"Sin ironía, Colombia es insoportable"
"Donde no la rías, no te queda sino pegarte un tiro". Ésa parece ser la filosofía de Laura Restrepo (Bogotá, 1950), una mujer tan simpática y suave por fuera como rocosa y valiente por dentro. Rica por familia, su vida comprometida le ha dado ideas y tiempo como para escribir casi una decena de novelas y ensayos políticos, tener un hijo, disfrutar una intensa vida amorosa y combatir en primera línea, con la sonrisa por delante, por un mundo más justo, menos hipócrita y salvaje.

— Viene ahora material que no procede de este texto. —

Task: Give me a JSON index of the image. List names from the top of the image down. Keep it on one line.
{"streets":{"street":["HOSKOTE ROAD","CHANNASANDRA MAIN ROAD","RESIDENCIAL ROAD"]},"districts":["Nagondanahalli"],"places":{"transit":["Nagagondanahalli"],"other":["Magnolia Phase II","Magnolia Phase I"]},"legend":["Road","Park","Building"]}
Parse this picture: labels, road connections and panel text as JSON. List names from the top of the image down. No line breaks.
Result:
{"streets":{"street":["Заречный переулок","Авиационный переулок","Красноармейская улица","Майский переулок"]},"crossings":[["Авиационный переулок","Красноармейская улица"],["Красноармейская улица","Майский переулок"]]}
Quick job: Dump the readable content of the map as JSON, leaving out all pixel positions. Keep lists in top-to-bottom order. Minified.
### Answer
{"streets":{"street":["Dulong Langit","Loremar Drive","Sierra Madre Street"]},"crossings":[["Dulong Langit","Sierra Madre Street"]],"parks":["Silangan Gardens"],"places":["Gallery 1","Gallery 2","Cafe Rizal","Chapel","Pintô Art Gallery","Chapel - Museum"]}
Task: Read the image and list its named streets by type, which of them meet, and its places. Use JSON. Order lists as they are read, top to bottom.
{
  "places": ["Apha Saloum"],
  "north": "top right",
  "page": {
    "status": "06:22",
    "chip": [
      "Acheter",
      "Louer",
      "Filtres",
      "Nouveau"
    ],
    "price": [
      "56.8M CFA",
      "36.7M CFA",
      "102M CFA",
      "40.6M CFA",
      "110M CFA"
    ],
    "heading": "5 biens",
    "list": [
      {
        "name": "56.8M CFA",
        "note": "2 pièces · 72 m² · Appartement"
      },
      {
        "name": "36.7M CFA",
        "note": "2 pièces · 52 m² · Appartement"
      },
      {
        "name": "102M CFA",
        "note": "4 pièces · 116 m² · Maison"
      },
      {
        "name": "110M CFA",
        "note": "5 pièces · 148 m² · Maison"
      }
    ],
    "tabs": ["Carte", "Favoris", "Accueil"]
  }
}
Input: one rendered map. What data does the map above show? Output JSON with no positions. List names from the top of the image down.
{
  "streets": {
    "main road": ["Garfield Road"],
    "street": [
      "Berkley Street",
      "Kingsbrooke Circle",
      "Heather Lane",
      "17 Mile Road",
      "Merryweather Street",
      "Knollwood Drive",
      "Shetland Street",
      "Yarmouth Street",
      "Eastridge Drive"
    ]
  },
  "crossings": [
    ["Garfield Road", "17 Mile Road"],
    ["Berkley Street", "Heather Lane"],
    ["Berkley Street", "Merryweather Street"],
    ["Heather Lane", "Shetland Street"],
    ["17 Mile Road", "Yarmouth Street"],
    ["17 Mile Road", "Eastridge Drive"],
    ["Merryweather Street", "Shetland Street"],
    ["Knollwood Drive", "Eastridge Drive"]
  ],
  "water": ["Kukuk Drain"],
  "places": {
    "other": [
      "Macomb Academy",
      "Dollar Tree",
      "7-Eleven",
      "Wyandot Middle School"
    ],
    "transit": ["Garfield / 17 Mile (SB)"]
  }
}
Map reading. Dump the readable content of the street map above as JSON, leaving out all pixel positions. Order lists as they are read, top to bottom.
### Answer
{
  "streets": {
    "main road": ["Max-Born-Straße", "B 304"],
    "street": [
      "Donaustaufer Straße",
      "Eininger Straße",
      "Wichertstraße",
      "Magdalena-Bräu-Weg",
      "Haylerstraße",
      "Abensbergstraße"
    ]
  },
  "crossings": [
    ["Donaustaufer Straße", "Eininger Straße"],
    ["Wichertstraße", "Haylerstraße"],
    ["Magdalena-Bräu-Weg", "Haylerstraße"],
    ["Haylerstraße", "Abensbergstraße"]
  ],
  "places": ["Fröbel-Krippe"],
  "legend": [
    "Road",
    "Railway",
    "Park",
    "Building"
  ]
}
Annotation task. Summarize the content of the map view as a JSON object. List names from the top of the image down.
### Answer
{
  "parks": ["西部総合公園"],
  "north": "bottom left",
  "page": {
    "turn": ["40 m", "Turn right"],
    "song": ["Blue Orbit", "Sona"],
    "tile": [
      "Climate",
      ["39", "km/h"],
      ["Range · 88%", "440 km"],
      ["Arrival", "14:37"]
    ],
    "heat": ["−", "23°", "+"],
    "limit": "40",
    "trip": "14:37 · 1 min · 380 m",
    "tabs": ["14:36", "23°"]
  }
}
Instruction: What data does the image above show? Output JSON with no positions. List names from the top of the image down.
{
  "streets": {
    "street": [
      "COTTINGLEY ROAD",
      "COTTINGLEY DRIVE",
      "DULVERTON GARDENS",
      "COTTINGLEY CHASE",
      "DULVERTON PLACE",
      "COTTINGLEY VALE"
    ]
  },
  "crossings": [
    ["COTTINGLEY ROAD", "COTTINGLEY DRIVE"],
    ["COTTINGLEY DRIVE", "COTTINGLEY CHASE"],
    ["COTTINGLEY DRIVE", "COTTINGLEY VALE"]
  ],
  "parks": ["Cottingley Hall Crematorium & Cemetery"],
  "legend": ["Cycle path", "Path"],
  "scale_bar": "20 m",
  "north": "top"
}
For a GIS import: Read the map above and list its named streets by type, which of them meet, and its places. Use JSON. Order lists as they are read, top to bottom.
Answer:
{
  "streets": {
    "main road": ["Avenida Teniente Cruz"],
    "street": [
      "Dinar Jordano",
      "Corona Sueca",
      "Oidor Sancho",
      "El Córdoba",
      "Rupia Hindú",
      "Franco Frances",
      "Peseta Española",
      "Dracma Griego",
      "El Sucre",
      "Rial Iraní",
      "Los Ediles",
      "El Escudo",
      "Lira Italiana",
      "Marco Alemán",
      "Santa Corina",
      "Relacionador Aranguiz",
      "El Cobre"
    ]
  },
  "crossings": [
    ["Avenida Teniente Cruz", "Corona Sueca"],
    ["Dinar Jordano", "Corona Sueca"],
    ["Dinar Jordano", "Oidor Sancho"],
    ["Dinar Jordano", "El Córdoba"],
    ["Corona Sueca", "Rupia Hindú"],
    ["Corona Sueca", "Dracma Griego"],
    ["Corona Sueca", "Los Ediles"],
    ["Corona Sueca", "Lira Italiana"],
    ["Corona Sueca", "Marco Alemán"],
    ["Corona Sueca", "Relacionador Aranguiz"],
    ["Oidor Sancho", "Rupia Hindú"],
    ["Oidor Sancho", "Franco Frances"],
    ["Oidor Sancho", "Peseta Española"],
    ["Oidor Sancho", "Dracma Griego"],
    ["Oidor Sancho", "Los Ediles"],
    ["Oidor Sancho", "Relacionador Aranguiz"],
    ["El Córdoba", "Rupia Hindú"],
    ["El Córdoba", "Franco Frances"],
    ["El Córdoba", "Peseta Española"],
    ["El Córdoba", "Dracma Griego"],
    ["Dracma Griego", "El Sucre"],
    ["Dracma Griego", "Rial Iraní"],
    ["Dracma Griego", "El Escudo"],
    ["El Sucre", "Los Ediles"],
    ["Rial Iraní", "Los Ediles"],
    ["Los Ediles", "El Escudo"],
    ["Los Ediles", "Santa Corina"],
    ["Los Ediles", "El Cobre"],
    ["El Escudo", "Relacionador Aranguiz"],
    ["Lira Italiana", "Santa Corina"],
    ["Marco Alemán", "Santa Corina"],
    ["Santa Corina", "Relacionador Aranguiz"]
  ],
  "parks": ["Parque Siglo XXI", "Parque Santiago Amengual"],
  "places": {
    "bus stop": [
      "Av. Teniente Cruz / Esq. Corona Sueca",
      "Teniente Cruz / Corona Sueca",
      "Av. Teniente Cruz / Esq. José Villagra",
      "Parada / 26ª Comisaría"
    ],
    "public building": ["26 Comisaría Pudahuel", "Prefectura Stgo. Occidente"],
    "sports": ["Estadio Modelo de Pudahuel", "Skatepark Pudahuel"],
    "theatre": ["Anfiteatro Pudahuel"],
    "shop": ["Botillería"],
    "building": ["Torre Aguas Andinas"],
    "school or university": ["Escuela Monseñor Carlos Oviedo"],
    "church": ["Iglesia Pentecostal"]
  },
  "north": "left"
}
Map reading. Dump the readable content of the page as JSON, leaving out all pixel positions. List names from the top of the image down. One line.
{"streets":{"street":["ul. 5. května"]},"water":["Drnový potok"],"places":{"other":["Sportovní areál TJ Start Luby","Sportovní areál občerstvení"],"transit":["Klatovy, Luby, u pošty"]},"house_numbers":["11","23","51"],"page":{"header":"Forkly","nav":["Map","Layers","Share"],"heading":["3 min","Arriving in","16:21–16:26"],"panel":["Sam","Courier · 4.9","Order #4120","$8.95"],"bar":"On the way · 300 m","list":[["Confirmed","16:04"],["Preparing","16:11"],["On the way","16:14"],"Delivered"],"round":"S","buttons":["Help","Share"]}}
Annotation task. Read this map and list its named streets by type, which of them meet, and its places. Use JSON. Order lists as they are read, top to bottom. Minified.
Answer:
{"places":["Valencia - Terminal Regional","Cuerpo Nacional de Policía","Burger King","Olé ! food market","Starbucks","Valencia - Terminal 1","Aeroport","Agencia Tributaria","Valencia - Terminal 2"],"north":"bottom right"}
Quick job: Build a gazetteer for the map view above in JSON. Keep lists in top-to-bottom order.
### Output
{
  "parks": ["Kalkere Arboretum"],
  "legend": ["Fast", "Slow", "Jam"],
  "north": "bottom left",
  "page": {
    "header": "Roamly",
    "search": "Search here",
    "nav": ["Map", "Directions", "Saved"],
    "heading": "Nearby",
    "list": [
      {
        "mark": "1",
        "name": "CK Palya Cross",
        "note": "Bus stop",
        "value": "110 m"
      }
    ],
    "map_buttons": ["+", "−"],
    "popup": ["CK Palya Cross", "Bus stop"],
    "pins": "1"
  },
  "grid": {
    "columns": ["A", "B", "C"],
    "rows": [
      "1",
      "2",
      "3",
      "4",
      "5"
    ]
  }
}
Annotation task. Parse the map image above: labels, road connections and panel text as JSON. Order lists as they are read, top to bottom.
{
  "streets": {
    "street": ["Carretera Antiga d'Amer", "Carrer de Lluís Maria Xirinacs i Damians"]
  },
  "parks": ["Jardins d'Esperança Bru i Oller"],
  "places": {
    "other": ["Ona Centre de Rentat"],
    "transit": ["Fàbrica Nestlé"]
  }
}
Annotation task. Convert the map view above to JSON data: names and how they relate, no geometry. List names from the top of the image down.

Combativa tanto en Colombia (fue mediadora entre la guerrilla y el Gobierno, y hoy dirige el Instituto de Cultura y Turismo del Ayuntamiento bogotano de izquierdas) como en España (militó en el PSOE en los años del Gobierno de Suárez y fue secretaria general de la Casa de la Cultura de Ciudad Lineal), Restrepo no ha abdicado de su trotskismo juvenil, y ahora enseña la profundidad de su espíritu crítico en Delirio (Alfaguara).
"El pequeño pícaro ha sido desplazado por los grandes consorcios internacionales"
"Sigo siendo trotskista. No encontré un credo mejor para sustituir a ése"
"Escobar sistematizó la muerte como medio de vida, estilo, impronta y negocio"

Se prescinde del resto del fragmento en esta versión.